Exposée d’une voix calme la démonstration du procédé par Ginghina à l’aide d’un tableau blanc et d’aimants puis le match d’entraînement cocasse – le ballon ne quitte plus certaines zones du terrain –, appliquant ces nouvelles règles, a de quoi déconcerter mais va au-delà d’un exercice d’humour autistique, pour dévoiler de façon subtile la quête d’une forme d’utopie qui puisse triompher de l’absurdité du quotidien. On pourrait imaginer que ce bref et original documentaire n’est pas à conseiller à ceux qui ne s’intéressent pas au foot mais il n’en est rien.

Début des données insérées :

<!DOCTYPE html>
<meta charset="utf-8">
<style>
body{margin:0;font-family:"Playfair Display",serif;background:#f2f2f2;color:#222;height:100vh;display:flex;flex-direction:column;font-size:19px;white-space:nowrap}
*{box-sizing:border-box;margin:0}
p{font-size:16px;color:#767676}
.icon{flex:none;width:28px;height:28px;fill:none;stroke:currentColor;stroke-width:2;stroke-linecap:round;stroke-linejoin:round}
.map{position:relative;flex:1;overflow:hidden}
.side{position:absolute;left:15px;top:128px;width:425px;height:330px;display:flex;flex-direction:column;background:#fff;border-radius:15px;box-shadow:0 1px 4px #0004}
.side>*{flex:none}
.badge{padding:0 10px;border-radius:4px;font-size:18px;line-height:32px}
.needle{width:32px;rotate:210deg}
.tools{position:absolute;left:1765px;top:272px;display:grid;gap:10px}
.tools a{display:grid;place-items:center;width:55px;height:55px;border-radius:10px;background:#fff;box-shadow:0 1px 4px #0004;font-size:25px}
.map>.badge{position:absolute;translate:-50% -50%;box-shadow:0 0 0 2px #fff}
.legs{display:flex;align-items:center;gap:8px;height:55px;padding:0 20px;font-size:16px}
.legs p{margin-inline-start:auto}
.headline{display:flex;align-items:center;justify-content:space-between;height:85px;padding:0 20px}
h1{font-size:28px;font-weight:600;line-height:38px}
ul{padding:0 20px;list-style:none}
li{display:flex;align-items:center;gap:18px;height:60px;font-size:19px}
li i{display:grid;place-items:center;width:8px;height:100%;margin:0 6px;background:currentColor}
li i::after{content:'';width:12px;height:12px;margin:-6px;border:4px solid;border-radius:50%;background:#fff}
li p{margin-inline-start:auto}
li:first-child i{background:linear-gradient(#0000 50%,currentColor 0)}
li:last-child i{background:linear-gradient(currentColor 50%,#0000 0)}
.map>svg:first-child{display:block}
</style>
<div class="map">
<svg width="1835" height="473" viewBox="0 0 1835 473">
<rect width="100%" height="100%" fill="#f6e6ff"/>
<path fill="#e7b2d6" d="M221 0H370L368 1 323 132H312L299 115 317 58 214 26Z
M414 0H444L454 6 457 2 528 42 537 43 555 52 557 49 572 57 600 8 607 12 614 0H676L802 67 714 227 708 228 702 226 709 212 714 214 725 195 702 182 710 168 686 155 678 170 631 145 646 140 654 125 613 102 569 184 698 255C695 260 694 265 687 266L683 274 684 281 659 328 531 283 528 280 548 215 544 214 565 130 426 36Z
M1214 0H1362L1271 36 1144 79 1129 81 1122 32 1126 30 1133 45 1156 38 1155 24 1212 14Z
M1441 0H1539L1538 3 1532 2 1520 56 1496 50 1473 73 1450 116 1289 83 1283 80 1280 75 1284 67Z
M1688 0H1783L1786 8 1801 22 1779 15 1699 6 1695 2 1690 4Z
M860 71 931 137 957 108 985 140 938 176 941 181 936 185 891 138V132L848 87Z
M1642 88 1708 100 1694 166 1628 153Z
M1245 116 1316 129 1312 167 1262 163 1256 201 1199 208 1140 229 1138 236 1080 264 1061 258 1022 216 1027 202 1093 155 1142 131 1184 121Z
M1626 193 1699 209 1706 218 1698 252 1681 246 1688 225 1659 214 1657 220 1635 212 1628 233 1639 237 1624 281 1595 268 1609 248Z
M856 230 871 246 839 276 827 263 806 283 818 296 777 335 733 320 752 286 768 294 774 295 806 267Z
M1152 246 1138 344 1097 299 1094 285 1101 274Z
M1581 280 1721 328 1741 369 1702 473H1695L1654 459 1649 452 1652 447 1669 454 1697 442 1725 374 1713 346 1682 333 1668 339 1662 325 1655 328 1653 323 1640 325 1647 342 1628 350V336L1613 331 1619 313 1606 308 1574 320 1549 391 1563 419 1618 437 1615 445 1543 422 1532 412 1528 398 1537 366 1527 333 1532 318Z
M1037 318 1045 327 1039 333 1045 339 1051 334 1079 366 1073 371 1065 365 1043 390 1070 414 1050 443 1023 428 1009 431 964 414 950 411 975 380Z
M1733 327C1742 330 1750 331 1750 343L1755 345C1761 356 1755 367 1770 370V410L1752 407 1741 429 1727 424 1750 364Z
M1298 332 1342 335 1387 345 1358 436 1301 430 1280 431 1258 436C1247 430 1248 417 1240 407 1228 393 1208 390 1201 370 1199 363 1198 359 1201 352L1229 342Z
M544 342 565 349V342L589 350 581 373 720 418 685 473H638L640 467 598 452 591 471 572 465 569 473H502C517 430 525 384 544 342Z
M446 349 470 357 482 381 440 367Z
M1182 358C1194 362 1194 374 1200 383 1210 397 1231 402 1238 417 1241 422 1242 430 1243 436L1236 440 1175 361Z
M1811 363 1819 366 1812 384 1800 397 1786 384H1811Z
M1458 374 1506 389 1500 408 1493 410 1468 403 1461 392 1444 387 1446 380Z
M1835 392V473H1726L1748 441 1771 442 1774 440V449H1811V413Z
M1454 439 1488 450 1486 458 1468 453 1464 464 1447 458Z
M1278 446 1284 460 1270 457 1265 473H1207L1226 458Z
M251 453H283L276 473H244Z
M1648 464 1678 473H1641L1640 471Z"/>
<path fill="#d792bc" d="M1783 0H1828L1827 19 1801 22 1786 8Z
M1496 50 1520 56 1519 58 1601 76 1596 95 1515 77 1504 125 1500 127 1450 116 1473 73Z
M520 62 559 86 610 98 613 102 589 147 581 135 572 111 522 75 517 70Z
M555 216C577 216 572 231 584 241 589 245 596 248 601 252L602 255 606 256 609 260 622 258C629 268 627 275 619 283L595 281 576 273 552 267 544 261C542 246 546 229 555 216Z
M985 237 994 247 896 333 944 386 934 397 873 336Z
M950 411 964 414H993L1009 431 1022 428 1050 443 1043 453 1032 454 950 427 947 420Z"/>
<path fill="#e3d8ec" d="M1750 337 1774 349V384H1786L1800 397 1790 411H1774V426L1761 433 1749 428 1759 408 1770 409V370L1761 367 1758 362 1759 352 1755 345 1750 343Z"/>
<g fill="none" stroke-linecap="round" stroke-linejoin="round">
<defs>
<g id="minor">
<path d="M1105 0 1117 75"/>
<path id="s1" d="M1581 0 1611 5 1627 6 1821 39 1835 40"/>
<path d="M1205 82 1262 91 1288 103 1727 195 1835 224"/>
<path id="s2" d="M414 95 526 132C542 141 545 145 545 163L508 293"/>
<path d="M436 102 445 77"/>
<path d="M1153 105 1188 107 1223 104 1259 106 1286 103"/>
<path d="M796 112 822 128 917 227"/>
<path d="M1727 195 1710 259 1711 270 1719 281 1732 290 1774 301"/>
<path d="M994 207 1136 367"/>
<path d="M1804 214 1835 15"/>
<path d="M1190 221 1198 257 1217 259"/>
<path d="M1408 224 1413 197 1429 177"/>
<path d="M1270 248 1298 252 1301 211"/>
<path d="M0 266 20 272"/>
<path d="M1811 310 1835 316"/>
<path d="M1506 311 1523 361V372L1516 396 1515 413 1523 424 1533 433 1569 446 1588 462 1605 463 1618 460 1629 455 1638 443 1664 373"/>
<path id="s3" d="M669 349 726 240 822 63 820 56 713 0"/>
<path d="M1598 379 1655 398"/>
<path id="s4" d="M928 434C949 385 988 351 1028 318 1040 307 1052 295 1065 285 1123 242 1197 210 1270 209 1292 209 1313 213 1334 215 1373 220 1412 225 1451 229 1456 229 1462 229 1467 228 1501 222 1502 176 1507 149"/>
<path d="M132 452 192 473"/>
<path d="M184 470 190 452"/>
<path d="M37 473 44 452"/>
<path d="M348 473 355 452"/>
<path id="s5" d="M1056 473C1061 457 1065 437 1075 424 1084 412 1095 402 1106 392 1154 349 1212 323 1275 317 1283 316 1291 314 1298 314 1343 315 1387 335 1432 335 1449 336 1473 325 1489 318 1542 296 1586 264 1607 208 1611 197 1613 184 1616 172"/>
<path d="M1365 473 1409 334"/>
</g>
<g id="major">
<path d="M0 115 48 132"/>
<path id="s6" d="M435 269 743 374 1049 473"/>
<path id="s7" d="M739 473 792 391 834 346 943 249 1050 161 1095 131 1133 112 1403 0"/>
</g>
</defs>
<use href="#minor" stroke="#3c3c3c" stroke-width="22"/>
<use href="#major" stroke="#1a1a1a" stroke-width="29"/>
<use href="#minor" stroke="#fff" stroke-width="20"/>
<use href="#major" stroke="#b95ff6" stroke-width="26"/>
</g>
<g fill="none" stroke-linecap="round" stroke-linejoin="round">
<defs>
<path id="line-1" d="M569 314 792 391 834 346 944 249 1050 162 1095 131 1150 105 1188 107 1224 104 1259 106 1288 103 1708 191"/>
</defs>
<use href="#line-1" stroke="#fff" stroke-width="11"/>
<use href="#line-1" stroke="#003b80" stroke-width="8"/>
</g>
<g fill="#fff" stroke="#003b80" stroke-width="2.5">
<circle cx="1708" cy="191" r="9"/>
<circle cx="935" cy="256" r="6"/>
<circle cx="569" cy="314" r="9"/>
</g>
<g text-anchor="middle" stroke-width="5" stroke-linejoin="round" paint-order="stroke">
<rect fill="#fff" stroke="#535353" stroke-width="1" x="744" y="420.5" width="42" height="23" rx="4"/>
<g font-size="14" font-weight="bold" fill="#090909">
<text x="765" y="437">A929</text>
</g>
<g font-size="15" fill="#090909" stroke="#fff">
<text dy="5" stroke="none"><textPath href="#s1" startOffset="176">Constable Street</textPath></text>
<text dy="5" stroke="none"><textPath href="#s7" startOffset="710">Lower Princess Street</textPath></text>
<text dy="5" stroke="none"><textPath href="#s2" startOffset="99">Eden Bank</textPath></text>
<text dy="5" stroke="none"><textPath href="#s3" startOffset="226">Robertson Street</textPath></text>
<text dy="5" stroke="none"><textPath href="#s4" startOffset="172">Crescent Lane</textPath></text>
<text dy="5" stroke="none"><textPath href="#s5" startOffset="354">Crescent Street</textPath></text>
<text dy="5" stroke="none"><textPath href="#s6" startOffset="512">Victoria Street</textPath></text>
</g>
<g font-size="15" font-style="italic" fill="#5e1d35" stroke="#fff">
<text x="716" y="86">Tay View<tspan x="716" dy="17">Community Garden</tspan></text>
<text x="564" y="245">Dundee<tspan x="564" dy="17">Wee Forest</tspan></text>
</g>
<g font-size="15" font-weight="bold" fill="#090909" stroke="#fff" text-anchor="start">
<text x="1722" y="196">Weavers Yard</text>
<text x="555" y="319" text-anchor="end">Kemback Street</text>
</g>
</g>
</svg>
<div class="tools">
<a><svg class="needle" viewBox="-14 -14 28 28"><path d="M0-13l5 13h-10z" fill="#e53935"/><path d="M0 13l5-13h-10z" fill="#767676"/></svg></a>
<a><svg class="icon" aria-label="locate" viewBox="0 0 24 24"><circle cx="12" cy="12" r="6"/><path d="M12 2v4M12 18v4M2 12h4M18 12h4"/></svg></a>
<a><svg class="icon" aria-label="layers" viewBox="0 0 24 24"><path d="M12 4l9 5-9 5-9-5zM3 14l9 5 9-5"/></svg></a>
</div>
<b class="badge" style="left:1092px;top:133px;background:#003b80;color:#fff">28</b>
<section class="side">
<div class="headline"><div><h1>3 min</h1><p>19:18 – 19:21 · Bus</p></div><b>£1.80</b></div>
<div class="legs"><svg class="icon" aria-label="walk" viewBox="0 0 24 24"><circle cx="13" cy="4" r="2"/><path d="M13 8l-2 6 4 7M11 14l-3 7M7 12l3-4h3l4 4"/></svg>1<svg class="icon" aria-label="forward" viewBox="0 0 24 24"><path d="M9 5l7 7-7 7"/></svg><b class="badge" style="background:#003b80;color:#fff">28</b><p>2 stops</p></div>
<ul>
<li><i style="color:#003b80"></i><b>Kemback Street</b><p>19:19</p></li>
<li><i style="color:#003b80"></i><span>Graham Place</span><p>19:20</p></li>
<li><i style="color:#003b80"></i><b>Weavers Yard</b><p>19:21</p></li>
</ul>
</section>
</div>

Grâce à une mise en scène sobre mais efficace, le spectateur s’attache à cet homme qui le touche par sa ténacité comme par son grain de folie et qui déploie dans ses échanges avec le réalisateur, à travers des discussions aux références multiples, une lecture philosophique de la destinée humaine. Cette fable réelle n’est-elle pas le prétexte qui permet d’évoquer le changement, l’adversité, la renégociation continuelle des possibles, à travers une méditation sur la manière de transformer un malheur en opportunité ?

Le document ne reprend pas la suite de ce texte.